Clinton administration[edit]

President William J. Clinton on January 20, 1993, the day of his inauguration, issued Presidential Decision Directive (PDD) 1 to departments and agencies concerned with national security affairs. PDD l revised and renamed the framework governing the work of the National Security Council. A Presidential Review Directive (PRD) series would be the mechanism used by the new administration to direct that specific reviews and analyses be undertaken by the departments and agencies. A Presidential Decision Directive series would now be used to promulgate Presidential decisions on national security matters. The Bush administration's National Security Review (NSR) series and National Security Directive (NSD) series were abolished.

On January 21, 1993, in PDD 2, President Clinton approved an NSC decision-making system that enlarged the membership of the National Security Council and included a much greater emphasis on economic issues in the formulation of national security policy. The President, Vice President, Secretary of State, and Secretary of Defense were members of the NSC as prescribed by statute. The Director of Central Intelligence and Chairman of the Joint Chiefs of Staff, as statutory advisers to the NSC, attended its meetings. The new membership of the National Security Council included the following officials: the Secretary of the Treasury, the U.S. Representative to the United Nations, the Assistant to the President for National Security Affairs, the Assistant to the President for Economic Policy, and the Chief of Staff to the President. Although not a member, the Attorney General would be invited to attend meetings pertaining to his jurisdiction..

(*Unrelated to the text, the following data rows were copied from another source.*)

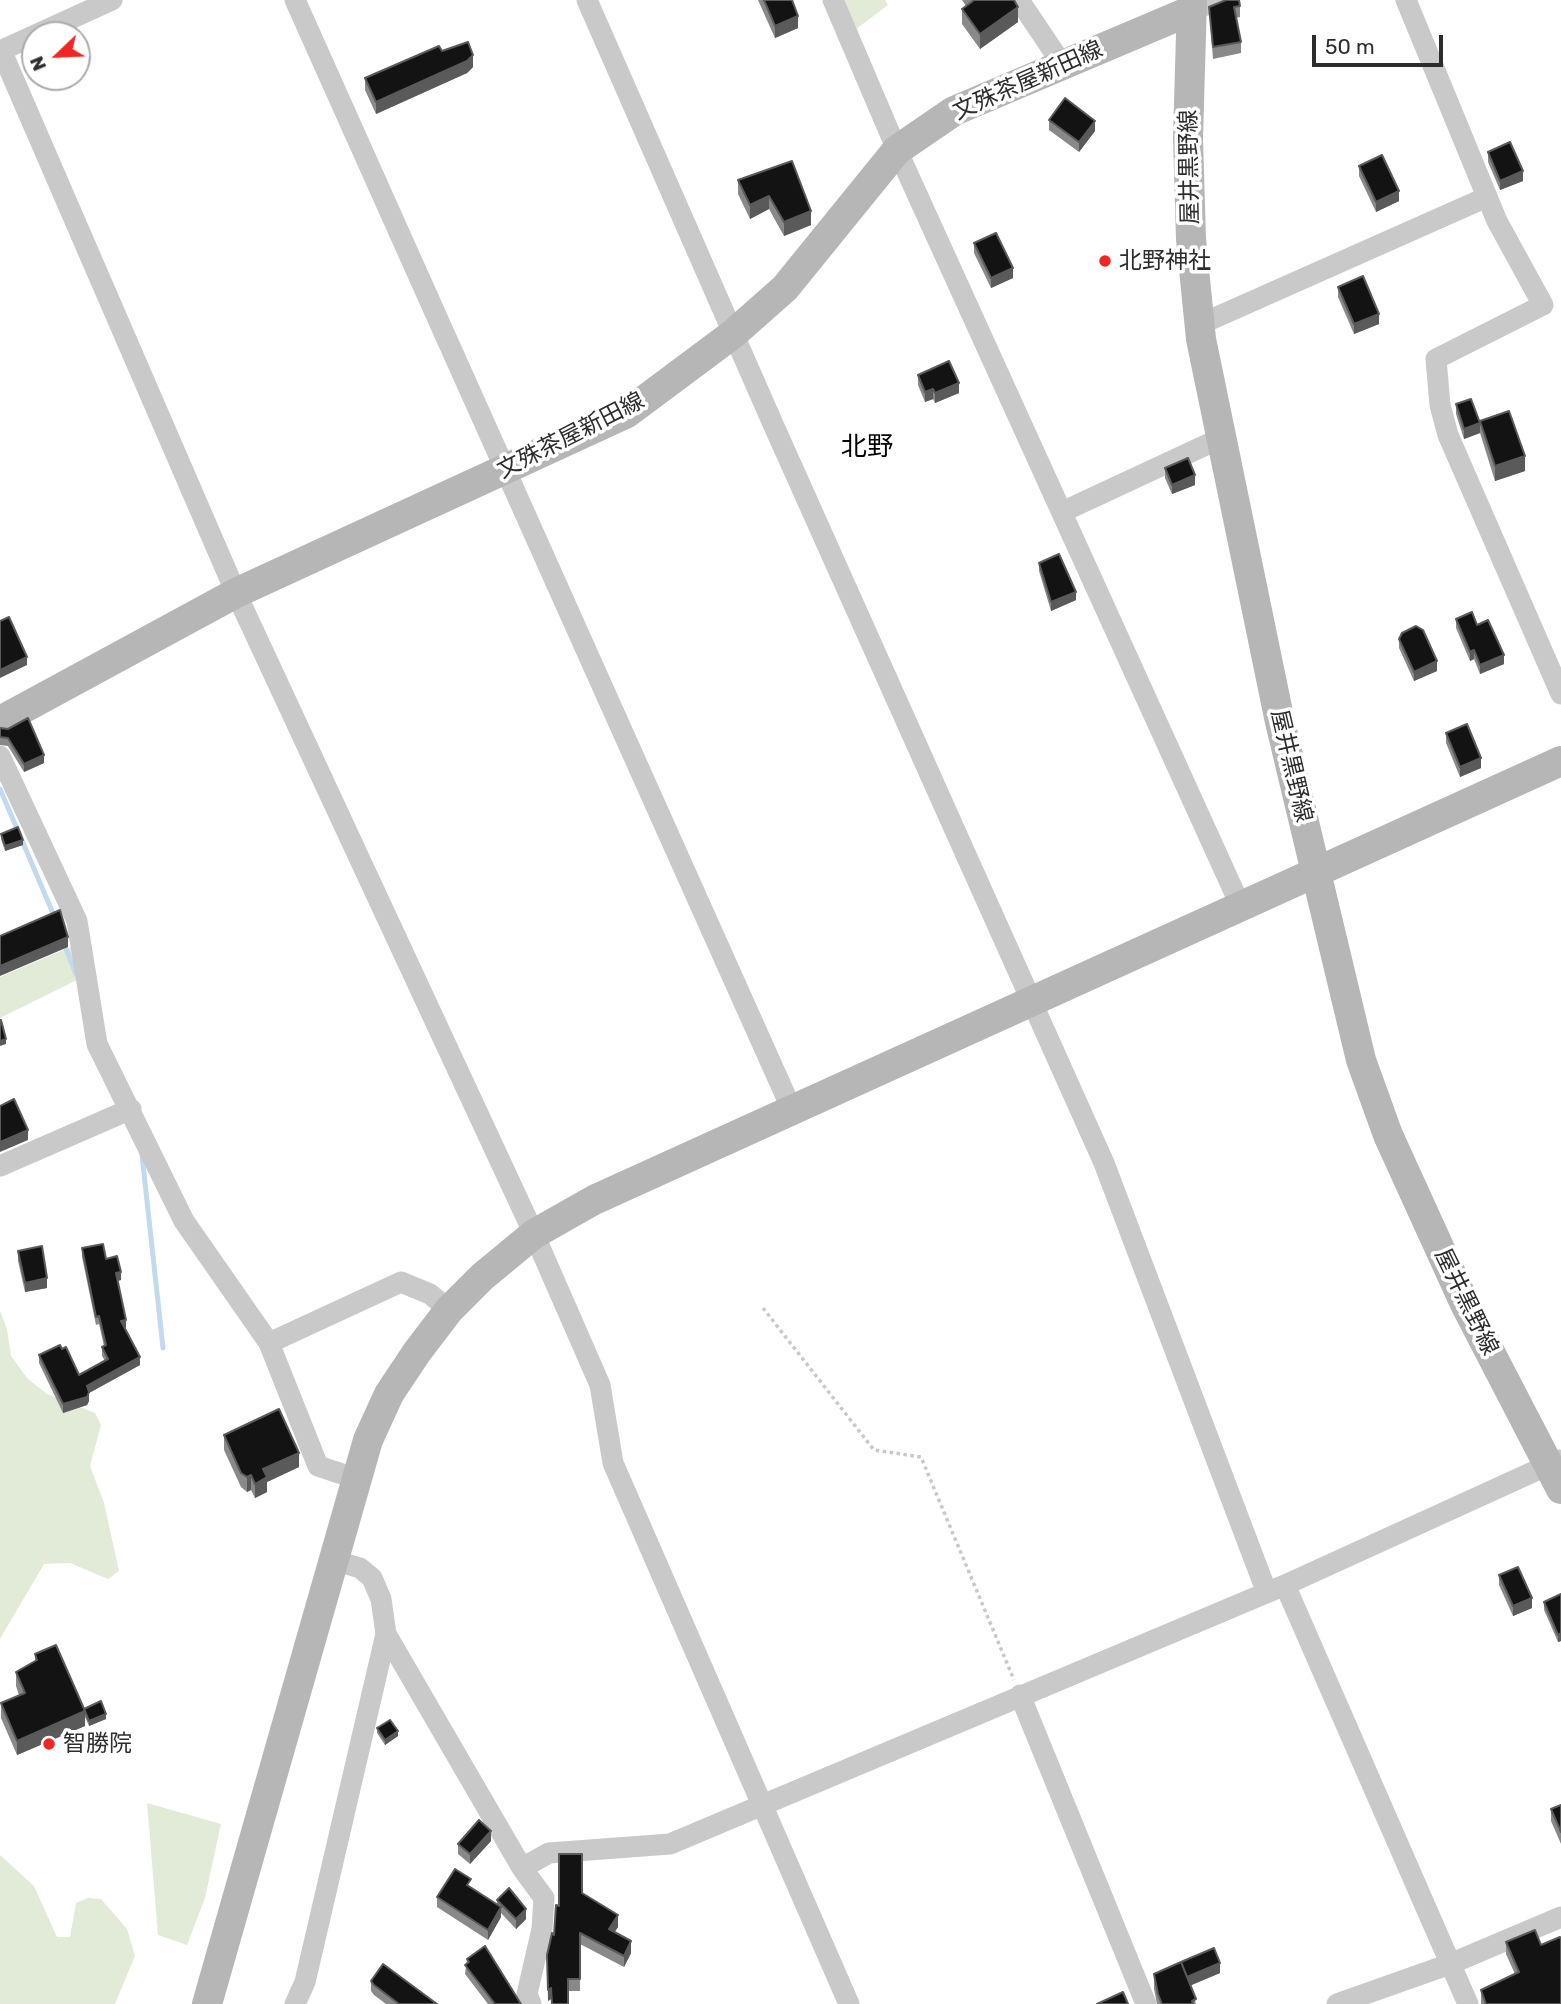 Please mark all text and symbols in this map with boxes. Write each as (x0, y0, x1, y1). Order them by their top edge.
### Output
north arrow (21, 21, 91, 91)
scale bar (1316, 21, 1447, 65)
text: 50 m (1325, 34, 1375, 59)
street label: 文殊茶屋新田線 (949, 36, 1107, 126)
text: N (25, 53, 51, 74)
street label: 屋井黒野線 (1175, 109, 1205, 225)
place label: 北野神社 (1119, 247, 1211, 275)
marker: 北野神社 (1097, 253, 1113, 269)
street label: 文殊茶屋新田線 (493, 387, 649, 485)
district label: 北野 (841, 431, 893, 463)
street label: 屋井黒野線 (1265, 707, 1317, 825)
street label: 屋井黒野線 (1428, 1244, 1504, 1360)
place label: 智勝院 (63, 1730, 132, 1758)
marker: 智勝院 (41, 1736, 57, 1752)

The new position of Assistant to the President for Economic Policy, which had been promised by Clinton during the election campaign, was intended to serve as a senior economic adviser to coordinate foreign and domestic economic policy through a newly created National Economic Council (NEC). Robert E. Rubin was the first to be appointed to this position. The NEC was to deal with foreign and domestic economic issues in much the same way as the NSC coordinated diplomatic and security issues, and the Assistant to the President for Economic Policy was to be included in meetings involving international economic issues.

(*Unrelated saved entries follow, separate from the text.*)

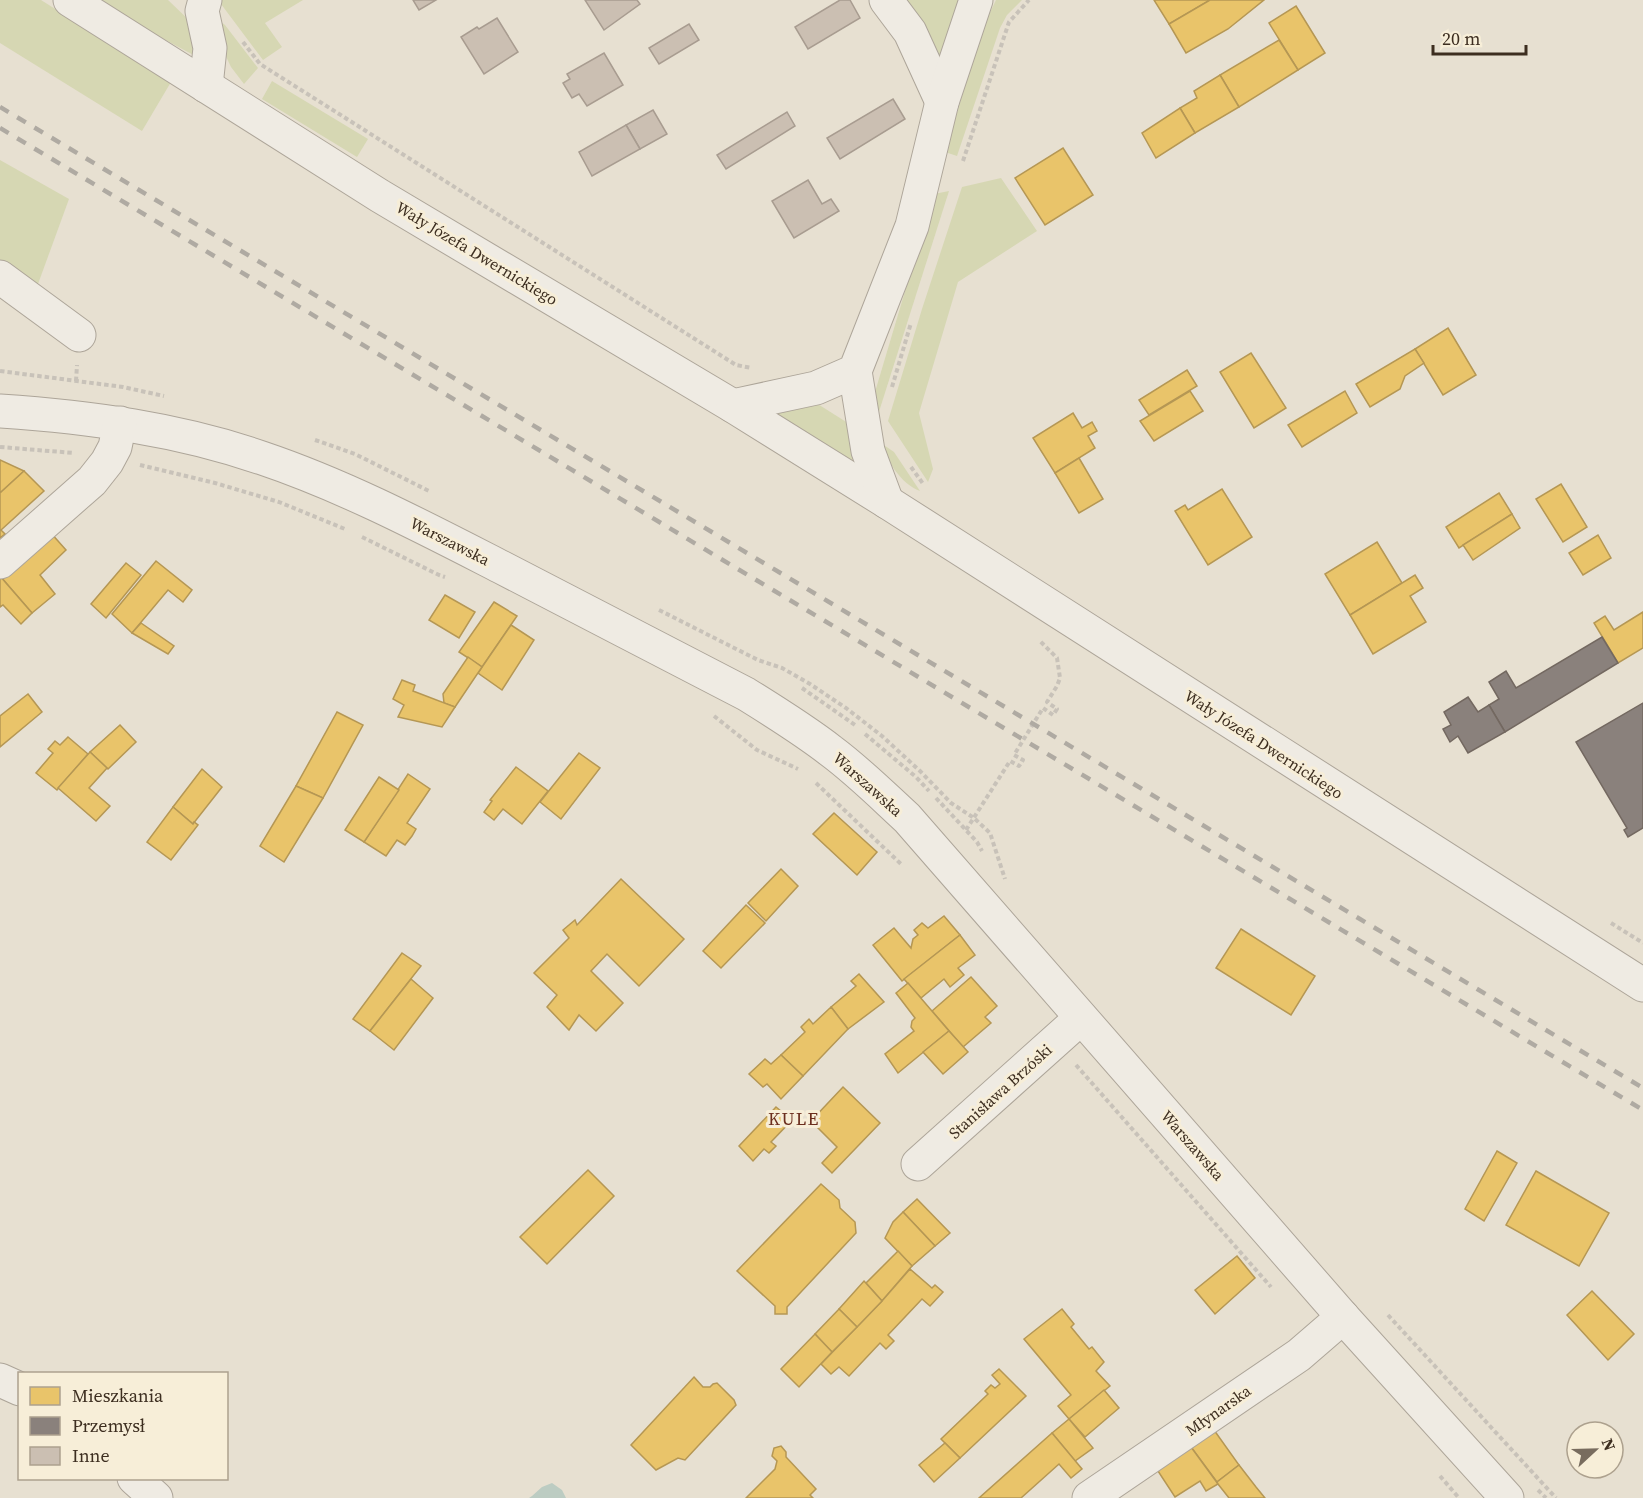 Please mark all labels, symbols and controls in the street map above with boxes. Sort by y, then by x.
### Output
scale bar [1433,18,1526,56]
text: 20 m [1442,26,1480,51]
street label: Wały Józefa Dwernickiego [392,196,562,310]
street label: Warszawska [406,512,494,571]
street label: Wały Józefa Dwernickiego [1180,684,1348,804]
street label: Warszawska [828,747,908,822]
street label: Stanisława Brzóski [944,1039,1057,1143]
street label: Warszawska [1156,1105,1230,1186]
district label: KULE [768,1106,820,1131]
legend [18,1372,228,1480]
street label: Młynarska [1181,1379,1256,1441]
text: Mieszkania [72,1383,164,1408]
text: Przemysł [72,1413,145,1438]
north arrow [1565,1420,1625,1480]
text: N [1597,1435,1621,1454]
text: Inne [72,1443,110,1468]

In January 1993, Clinton appointed W. Anthony Lake as his National Security Adviser. Lake, a former Foreign Service officer, served under Henry Kissinger, President Nixon's National Security Adviser, and as director of the Department of State Policy Planning Staff during the Carter administration. During the Carter years, Lake had witnessed the negative effects of bureaucratic infighting and squabbling between then Secretary of State Cyrus Vance and National Security Adviser Zbigniew Brzezinski. As Clinton's National Security Adviser, Lake was effective in maintaining cordial relations with Secretary of State Warren M. Christopher and in developing an atmosphere of cooperation and collegiality. Lake initially maintained a low public profile, avoiding public appearances and television interviews, so as not to upstage the Secretary of State as Kissinger had done in the Nixon administration. In September 1993, however, in response to criticism that the Clinton administration had not adequately explained its foreign policy, Lake began to appear as a public speaker.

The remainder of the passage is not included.